I’m interested in using Ray for training an ANN on data that are generated on the fly by an external program. This program is slow to compute and generate vast amount of data that cannot be stored. Thus the need for online generation and training.
I would like to know if Ray provides an API to execute an external code, which is not Python based but an executable. The executable is a long task that sends data progressively. I want to stream those data and train the network in parallel.

Related Points

Is it possible to coax your external program to writing its data into a sequence of files? Ray has a data pipeline API that can be used to define this kind of stream of data for training.

I would try something like this:
(1) Get your external program to write output in chunks to /tmp/output-{i} in sequence.
(2) In Ray, launch the program as a subprocess running in the background.
(3) Define a DatasetPipeline that waits and reads the /tmp/output-{i} files in sequence (optionally, delete the file after it’s been read).

import ray
import os
import time
from ray.data.dataset_pipeline import DatasetPipeline

def read_output():
    # Suppose the process is putting data in /tmp/output-{i}
    i = 0
    while True:
        next_file = f"/tmp/output-{i}"
        # Wait for next output file to appear.
        while not os.path.exists(next_file):
            time.sleep(1)
        print("Got output file", next_file)
        # or read_binary_files, numpy, etc.
        yield lambda: ray.data.read_csv([next_file])
        i += 1

#
# ... code to subprocess.Popen() your data creation process ...
#
pipe = DatasetPipeline.from_iterable(read_output())
# Consume generated data.
for x in pipe.iter_rows():
    print(x)

The DatasetPipeline.from_iterable() API is pretty flexible, so you can also imagine other approaches of connecting the data that isn’t file based, as long as you can turn it into an iterator/generator of Datasets it can be turned into a pipeline.

There’s some more about pipelines here: Pipelining Compute — Ray 1.12.0 Hope this helps!

Thank you for you answer.
One motivation of using such approach is to avoid I/O bottleneck of massive data.
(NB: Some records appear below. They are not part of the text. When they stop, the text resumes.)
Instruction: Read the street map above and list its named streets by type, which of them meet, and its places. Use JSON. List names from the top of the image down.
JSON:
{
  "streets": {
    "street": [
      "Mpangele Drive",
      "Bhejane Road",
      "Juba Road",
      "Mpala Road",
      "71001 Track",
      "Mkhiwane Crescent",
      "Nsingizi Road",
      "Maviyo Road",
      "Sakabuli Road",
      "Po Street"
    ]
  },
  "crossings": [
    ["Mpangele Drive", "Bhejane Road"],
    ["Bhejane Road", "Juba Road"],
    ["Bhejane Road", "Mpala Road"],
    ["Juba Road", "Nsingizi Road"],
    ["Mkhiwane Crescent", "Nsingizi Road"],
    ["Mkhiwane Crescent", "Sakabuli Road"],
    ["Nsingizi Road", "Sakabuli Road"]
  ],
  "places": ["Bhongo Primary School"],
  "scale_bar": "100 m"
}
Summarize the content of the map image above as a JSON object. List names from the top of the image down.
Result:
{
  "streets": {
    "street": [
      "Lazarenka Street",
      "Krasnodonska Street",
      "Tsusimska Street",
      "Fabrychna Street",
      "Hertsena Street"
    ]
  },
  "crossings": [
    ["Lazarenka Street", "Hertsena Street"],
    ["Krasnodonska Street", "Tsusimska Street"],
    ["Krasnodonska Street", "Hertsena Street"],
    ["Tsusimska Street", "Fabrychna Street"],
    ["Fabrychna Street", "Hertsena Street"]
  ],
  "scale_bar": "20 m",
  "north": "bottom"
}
Still, if we manage to expose the generated data to Python we can use the generator as you suggest.
Additionally, I understood Ray offered the possibility to manage the resources used by each functions. So using Ray I could specify the allocation for my data generation. Is it correct? We assume the data generation is a parallelised program for which I would like to allocate 4 processes and enforce fault tolerance.
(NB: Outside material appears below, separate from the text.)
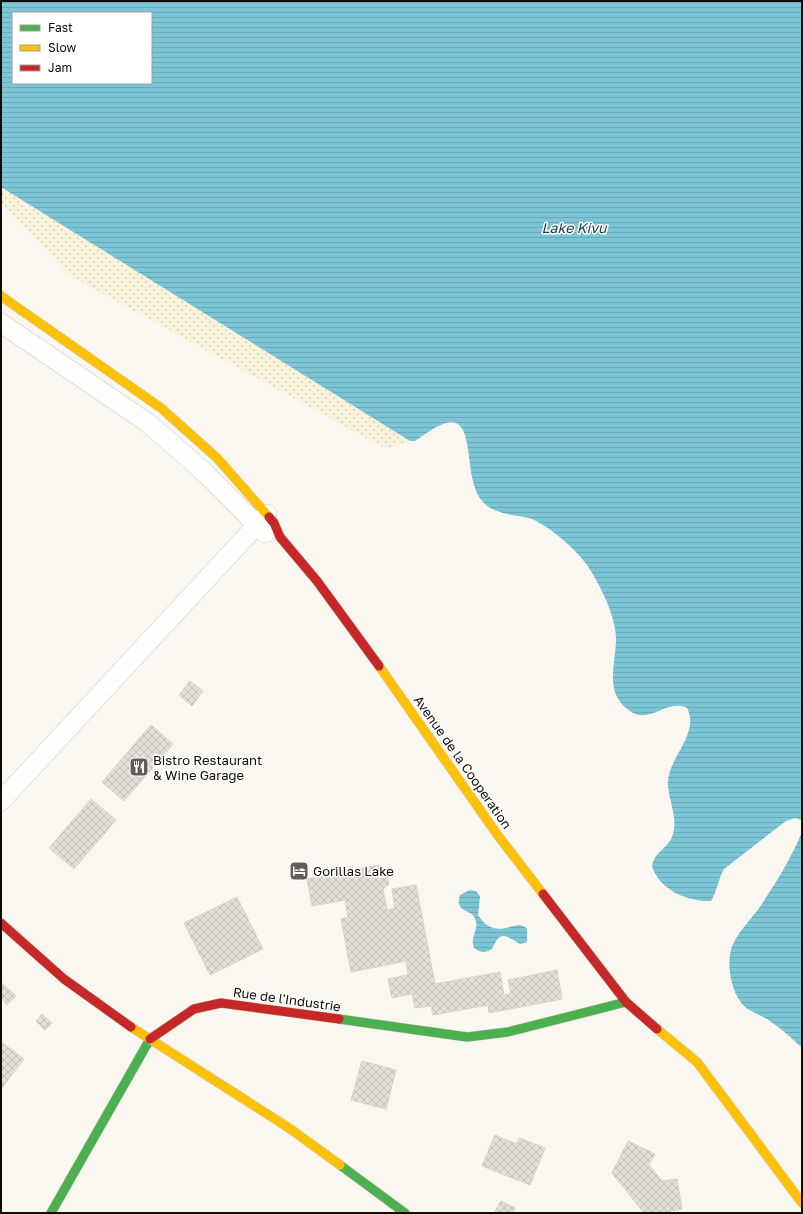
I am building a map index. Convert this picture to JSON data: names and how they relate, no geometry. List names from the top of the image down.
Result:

So using Ray I could specify the allocation for my data generation. Is it correct? We assume the data generation is a parallelised program for which I would like to allocate 4 processes and enforce fault tolerance.
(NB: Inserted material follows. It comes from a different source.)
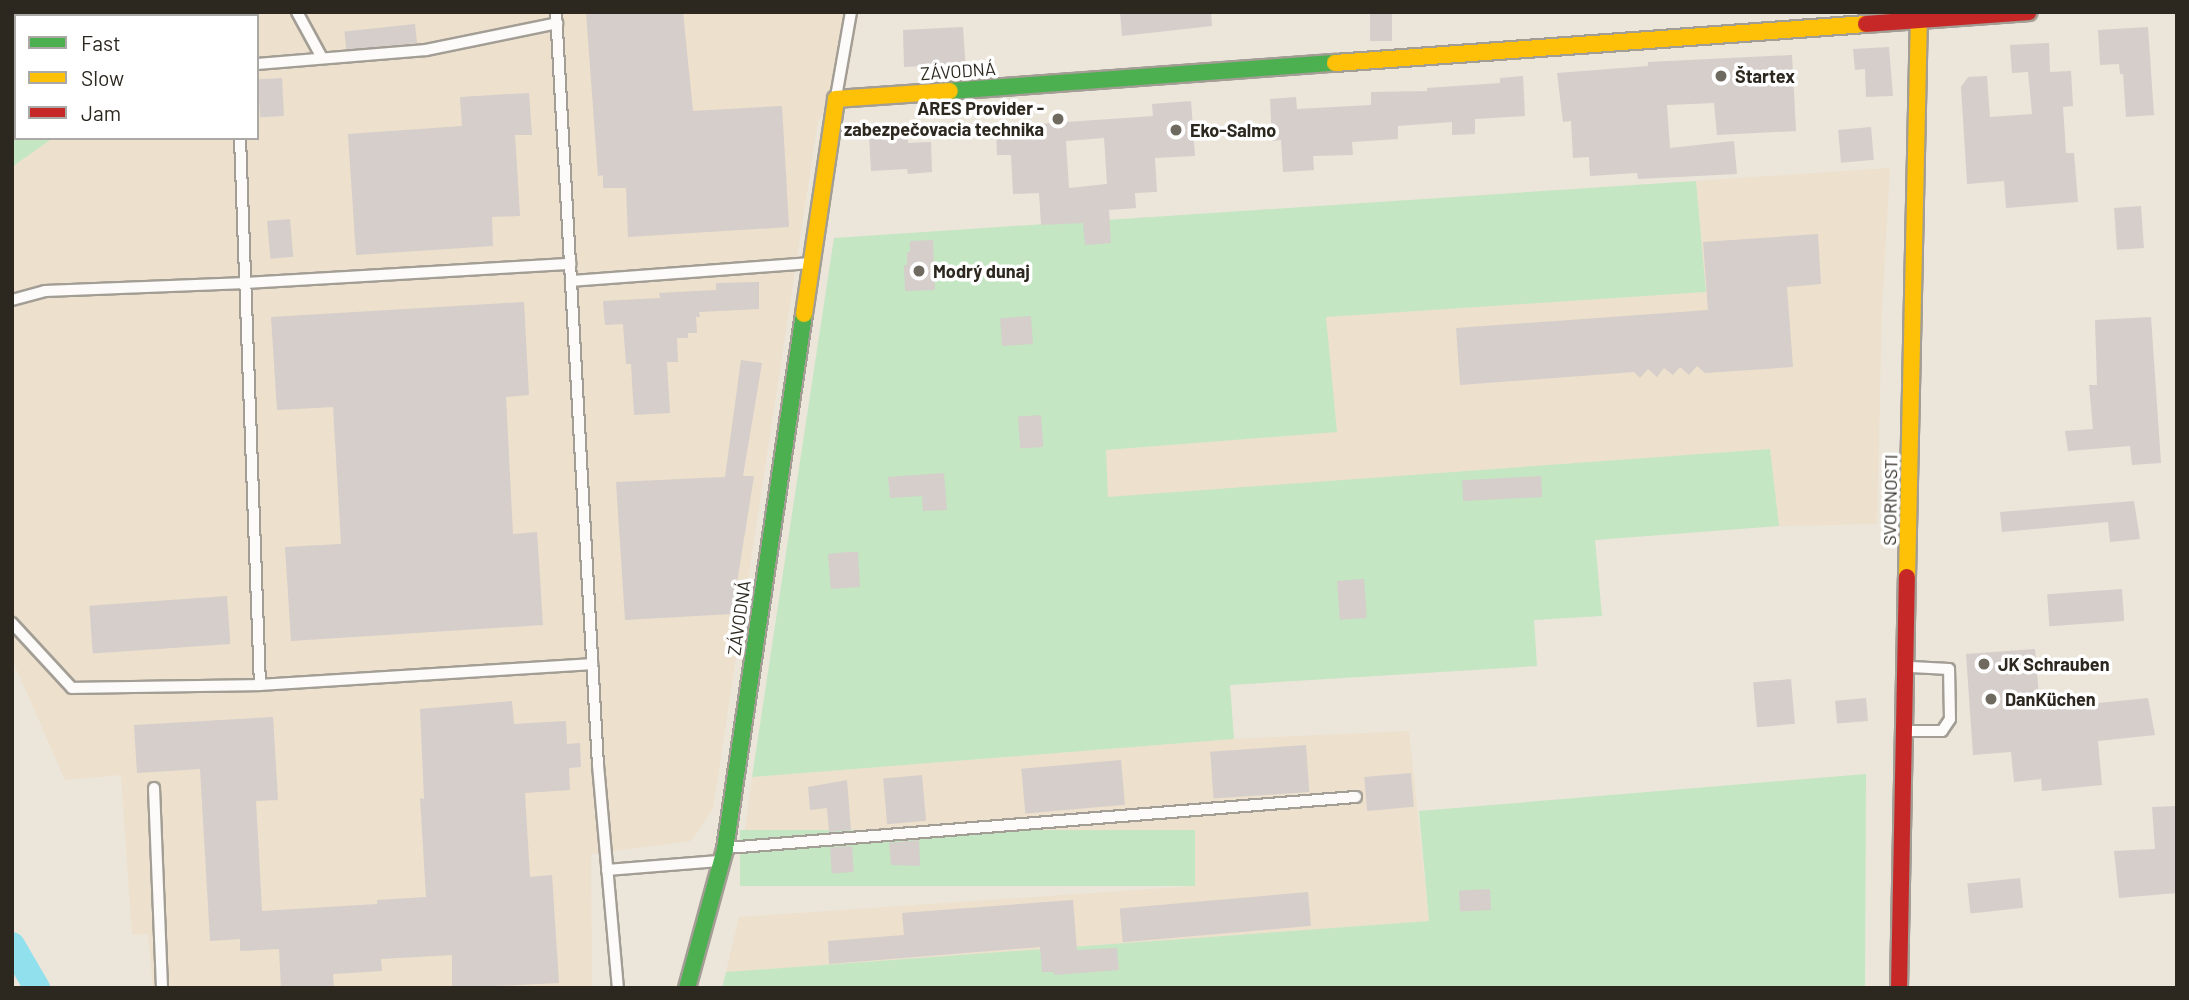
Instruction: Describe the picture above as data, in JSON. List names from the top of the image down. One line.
{"streets":{"street":["ZÁVODNÁ","SVORNOSTI"]},"crossings":[["ZÁVODNÁ","SVORNOSTI"]],"places":["Štartex","ARES Provider - zabezpečovacia technika","Eko-Salmo","Modrý dunaj","JK Schrauben","DanKüchen"],"legend":["Fast","Slow","Jam"]}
Yes for this (assuming your program is parallelized in Ray). If you’re parallelizing it actors, you could create 4 Ray actors, and use @ray.remote(num_cpus=1) to tell the scheduler to reserve a CPU per actor. If the program isn’t parallelized with Ray, you could still “reserve” some CPUs for it by creating a “dummy” Ray actor with num_cpus=4, and running the 4-core computation from that actor that isn’t using those resources.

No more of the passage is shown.